Eros the Oarboy is as familiar today as he was in Lady Chatterley’s Lover, where Giovanni the gondolier is “devoted to his ladies, as he had been devoted to cargoes of ladies in the past.” At night there is, I have noticed, a considerable amount of giggly public gondolier-kissing in the city by groups of foreign women carrying bottles of wine. My wife made up a song: Come into my gondola, I’m going to fondle ya. Once, in the middle of the Grand Canal at ten o’clock in the evening, we passed a gondola that was sitting motionless on the water with two women and two stripe-shirted men in close converse within; one of the men greeted our rower and called out (my wife translated for me), “How do you say ‘double bed’ in Spanish?”
All this is as it should be. My minor complaint is just that there is no privacy available to the passengers of these boats — privacy not to go hog wild, necessarily, but simply to talk without constraint. You are compelled to take the waters in a convertible. The felze (wooden winter cabin) and tendalin (canvas summer hood) were renounced forty or fifty years ago — too time-consuming to set up, and unnecessary, it was thought, for the demands of tourism. Unless these traditional enclosures are revived, the conventional tender moment on the water will be forever inhibited by the steady oar-plying and tour-guiding going on abaft. You tentatively take the spousal hand, and then hear, from behind, “This is Goethe house. Goethe lived in this house.” All potential romance has been realigned in favor of the presiding gondolier himself. Male passengers are adjuncts, balding lumps of flesh with wallets.

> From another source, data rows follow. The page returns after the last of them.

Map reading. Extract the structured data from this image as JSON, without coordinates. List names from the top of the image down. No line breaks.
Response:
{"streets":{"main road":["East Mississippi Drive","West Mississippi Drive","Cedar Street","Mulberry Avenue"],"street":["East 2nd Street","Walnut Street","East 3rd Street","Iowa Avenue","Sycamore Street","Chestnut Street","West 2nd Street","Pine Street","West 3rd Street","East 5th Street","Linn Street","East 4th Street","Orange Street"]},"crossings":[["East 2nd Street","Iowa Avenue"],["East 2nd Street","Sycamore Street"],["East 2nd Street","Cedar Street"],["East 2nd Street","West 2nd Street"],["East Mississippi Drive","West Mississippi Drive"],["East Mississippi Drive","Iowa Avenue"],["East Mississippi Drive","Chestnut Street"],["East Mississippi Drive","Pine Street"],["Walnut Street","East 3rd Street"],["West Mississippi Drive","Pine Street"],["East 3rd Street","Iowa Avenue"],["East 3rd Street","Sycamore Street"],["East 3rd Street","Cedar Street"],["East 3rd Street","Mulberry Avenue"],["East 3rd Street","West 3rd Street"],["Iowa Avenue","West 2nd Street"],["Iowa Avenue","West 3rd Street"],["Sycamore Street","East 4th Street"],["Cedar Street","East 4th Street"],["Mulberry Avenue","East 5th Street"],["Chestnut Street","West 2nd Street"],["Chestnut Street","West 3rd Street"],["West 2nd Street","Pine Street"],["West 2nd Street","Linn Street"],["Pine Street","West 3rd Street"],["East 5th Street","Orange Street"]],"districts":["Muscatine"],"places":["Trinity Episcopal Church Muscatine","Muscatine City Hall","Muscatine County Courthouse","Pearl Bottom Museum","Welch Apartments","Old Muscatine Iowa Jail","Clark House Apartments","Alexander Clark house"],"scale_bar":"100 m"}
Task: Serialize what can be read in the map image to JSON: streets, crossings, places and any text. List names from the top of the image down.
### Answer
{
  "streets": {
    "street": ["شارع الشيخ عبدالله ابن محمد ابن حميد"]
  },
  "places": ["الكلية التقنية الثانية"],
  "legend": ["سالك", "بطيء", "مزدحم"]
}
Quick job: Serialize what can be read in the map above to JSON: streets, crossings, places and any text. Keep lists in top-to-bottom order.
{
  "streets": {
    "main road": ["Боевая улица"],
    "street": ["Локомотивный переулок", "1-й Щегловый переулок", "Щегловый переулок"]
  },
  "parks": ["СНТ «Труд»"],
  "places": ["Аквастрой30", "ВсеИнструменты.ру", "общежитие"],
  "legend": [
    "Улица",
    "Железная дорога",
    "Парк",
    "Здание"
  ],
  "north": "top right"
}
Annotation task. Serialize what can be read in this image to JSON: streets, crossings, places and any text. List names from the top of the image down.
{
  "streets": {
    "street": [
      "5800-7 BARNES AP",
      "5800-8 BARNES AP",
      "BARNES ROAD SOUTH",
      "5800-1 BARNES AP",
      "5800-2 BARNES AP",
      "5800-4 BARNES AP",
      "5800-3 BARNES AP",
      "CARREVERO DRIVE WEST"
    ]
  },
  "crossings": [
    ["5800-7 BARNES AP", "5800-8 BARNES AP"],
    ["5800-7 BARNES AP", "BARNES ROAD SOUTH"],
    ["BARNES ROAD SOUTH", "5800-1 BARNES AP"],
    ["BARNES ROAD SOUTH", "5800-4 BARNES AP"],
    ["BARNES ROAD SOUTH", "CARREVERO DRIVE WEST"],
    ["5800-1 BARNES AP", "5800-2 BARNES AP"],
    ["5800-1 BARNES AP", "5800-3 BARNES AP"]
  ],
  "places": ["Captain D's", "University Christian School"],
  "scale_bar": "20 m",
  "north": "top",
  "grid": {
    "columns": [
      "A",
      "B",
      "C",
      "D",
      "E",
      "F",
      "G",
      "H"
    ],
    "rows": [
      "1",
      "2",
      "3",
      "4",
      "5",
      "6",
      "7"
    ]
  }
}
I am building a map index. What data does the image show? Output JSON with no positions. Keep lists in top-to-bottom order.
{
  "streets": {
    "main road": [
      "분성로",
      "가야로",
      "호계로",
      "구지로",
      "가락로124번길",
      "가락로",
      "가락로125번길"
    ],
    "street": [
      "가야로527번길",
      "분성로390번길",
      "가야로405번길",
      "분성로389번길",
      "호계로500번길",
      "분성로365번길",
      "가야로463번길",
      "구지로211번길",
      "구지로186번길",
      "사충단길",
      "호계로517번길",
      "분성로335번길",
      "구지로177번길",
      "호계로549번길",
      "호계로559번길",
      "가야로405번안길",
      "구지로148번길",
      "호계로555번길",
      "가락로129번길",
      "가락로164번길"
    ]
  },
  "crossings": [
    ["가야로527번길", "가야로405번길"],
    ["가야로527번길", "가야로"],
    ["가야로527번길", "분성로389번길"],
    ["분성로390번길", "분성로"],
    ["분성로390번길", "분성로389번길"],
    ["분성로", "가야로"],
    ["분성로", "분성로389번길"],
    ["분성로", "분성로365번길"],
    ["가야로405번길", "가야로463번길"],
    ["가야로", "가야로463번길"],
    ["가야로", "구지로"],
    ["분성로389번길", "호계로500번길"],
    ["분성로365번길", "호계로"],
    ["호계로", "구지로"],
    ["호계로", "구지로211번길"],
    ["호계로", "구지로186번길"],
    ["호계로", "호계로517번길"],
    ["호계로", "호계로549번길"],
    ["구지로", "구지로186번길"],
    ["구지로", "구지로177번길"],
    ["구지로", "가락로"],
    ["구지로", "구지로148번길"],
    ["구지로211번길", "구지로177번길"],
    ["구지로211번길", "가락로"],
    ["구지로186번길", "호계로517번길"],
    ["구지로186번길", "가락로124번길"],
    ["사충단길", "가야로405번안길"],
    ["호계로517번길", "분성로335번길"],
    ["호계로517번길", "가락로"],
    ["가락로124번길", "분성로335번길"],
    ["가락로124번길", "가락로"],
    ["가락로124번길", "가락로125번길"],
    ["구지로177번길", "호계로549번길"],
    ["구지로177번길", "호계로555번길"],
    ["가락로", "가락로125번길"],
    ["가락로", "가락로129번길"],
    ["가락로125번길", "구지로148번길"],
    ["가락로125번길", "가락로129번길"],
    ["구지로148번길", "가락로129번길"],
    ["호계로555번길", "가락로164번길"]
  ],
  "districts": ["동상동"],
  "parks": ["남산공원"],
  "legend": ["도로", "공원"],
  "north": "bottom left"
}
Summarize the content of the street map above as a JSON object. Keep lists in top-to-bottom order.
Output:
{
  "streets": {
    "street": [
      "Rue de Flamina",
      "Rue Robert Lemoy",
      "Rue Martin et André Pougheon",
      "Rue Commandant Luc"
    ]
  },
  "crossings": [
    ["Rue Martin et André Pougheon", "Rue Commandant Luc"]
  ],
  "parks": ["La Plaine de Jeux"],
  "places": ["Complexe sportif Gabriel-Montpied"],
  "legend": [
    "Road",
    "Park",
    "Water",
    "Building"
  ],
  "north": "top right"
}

The one real love story I know between a gondolier and a straniéra is the one between Bruno Palmarin, the profusely mustached hereditary gondolier who rowed at our wedding, and Susan Nickerson, an American mosaicist. Susie grew up in Long Island, the daughter of two judges. She came to Venice in 1972 after art school to study mosaic-making. Late in December, on her birthday, she went alone to Torcello. The sacristan unlocked the church for her; she was the only person there. Then she got a boat back to Venice and went to an antique store where she knew some people. She told them it was her birthday, and they bought a bottle of spumanti to celebrate. Just then Bruno Palmarin came by — a big, polite man carrying two baby rabbits in a cage. (They were a Christmas present for his niece and nephew.) Bruno looked a little like the bust of the Emperor Constantine, Susie thought: the same large, spiritual eyes. Later she found out he was a gondolier.